Portland handed Monty Williams' Pelicans (11-14) their fourth straight loss despite shooting a season-worst .276 (8 for 29) from 3-point range. But the Blazers were 4 for 8 from downtown in the fourth quarter after going 4 for 21 the first three periods.
The Blazers rallied from a 13-point second-quarter deficit with a 13-0 spurt just before halftime, extended their lead to 10 early in the fourth quarter and then made just enough plays in the clutch to win.
"We don't want to keep doing this, but we got the key stops and guys made shots down the stretch for us," said LaMarcus Aldridge, who managed to contribute 18 points and eight rebounds on an off night.
Portland coach Terry Stotts was not thrilled that New Orleans scored so many points, and many of them came quite easily. He liked the final result, however.
"Believe it or not, we still keep preaching defense," Stotts said. "We had a slow start, but one thing about our team -- we keep competing. As a coach, that's what you want your team to do. We keep finding ways to win. We make stops when we need them. We make shots when we need them."
Lillard was the straw stirring the drink down the stretch, making plays at both ends to keep his team on the right side of the raft.
"Damian understands what needs to be done," Stotts said. "He takes it upon himself when he needs to. He is fearless going to the basket. Damian's play kind of speaks for itself. It's not like we should be surprised by anything."
New Orleans -- better this season with the addition of guards Jrue Holliday and Tyreke Evans and the maturation of second-year center Anthony Davis -- started the game 8 for 10 from the field and grabbed an 18-7 lead just five minutes into the game. The Pelicans settled for a 26-21 advantage after one quarter, then extended it to 49-36 before the Blazers turned it on with the 13-0 tear to tie the count at 49-49 with a minute to go before halftime. New Orleans went into the break ahead 53-52.
The Blazers opened a 96-86 lead with nine minutes left. The Pelicans rallied to take the advantage at 103-101 on a pair of Davis free throws with 2:59 remaining. Lillard's jumper tied the score at 103-103, but Davis scored on a follow dunk to make it 105-103 with 2:15 to play. Lillard's 3-pointer pushed Portland ahead 106-105 with 1:28 to go. Wesley Matthews' driving layup made it 108-105 with 42 seconds left.
Evans scored on a drive to close the gap to 108-107 with 21 seconds on the clock. Portland's Nicolas Batum's two foul shots made it 110-107 with 12.4 seconds remaining. After a timeout, the Pelicans got two 3-point attempts in the closing seconds -- by Ryan Anderson and then Evans -- but neither went down.
Portland's next action is Thursday night at home against the Los Angeles Clippers.
All five Portland starters scored in double figures, including Aldridge (18 points, eight rebounds), Matthews (18 points, six boards), Lopez (14 points, seven rebounds) and Batum (11 points, eight rebounds, seven assists).

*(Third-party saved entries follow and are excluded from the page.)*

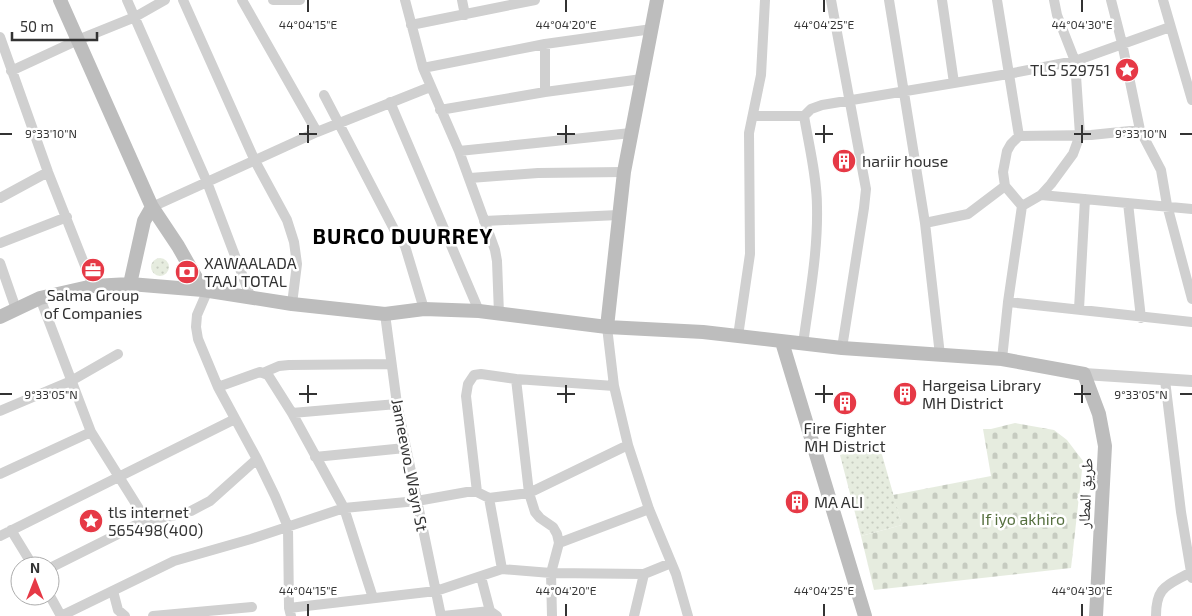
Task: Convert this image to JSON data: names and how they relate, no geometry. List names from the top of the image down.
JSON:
{
  "streets": {
    "main road": ["طريق المطار"],
    "street": ["Jameewo_Wayn St"]
  },
  "districts": ["BURCO DUURREY"],
  "parks": ["If iyo akhiro"],
  "places": {
    "place": ["TLS 529751", "tls internet 565498(400)"],
    "building": [
      "hariir house",
      "Hargeisa Library MH District",
      "Fire Fighter MH District",
      "MA ALI"
    ],
    "office": ["Salma Group of Companies"],
    "bank": ["XAWAALADA TAAJ TOTAL"]
  },
  "scale_bar": "50 m",
  "north": "top",
  "coordinates": [
    "44°04'15\"E",
    "44°04'20\"E",
    "44°04'25\"E",
    "44°04'30\"E",
    "9°33'10\"N",
    "9°33'05\"N"
  ]
}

Aldridge started the game 2 for 10 shooting and never really warmed up, finishing 8 for 24. "I still haven't found my rhythm after the Minnesota game," said Aldridge, who was 7 for 22 in Wednesday night's 120-109 loss to the Timberwolves. "I was open. I just missed shots."

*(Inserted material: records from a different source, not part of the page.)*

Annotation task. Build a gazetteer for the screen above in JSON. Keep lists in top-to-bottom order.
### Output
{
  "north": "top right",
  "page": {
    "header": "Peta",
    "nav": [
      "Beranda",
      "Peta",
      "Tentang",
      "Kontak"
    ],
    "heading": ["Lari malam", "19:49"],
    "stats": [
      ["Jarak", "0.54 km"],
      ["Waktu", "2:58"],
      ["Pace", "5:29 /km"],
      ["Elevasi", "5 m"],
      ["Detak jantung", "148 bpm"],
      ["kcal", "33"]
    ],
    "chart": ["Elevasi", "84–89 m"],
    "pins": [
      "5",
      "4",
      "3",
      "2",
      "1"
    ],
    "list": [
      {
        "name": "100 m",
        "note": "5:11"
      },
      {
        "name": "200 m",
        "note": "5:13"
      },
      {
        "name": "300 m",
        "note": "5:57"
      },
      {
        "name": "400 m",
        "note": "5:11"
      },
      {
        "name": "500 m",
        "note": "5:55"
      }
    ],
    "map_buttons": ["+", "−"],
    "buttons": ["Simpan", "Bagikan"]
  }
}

Lillard started the game 1 for 6, then made 10 of his last 15 shots from the field. He joins Golden State's Stephen Curry and Oklahoma City's Kevin Durant as the only players with three straight games of 29 points and five assists or more this season. It's the first time in Lillard's career he has scored 25 points or more in three straight games.
The Blazers have won only two games by more than 15 points this season. They are 15-1 in games decided by 10 points or fewer.
The Blazers have outscored the opposition in the third quarter of 21 games, many times to erase halftime deficits. "It would behoove us to get off to a better start," mused Lopez.
New Orleans had a 56-42 edge in points in the paint.
Center Jason Smith (knee), who had started all 24 games of the Pelicans, did not play.
Portland is 6-0 in games coming off losses. No team has gone through an NBA season without at least a two-game losing streak. "That's our goal," Portland guard Mo Williams said. "We don't want to lose two in a row. Ever."
The Blazers own a streak of 15 consecutive games having scored 100 or more points, the franchise's longest since 1991.
Portland center Meyers Leonard, who had played only 43 minutes all season, got in 10 minutes Saturday night, including stints in each half. He finished with two points and four rebounds, making his only shot attempt.
"He did what we needed him to do," Stotts said. "He still needs to rebound better, but I was pleased with the way he played."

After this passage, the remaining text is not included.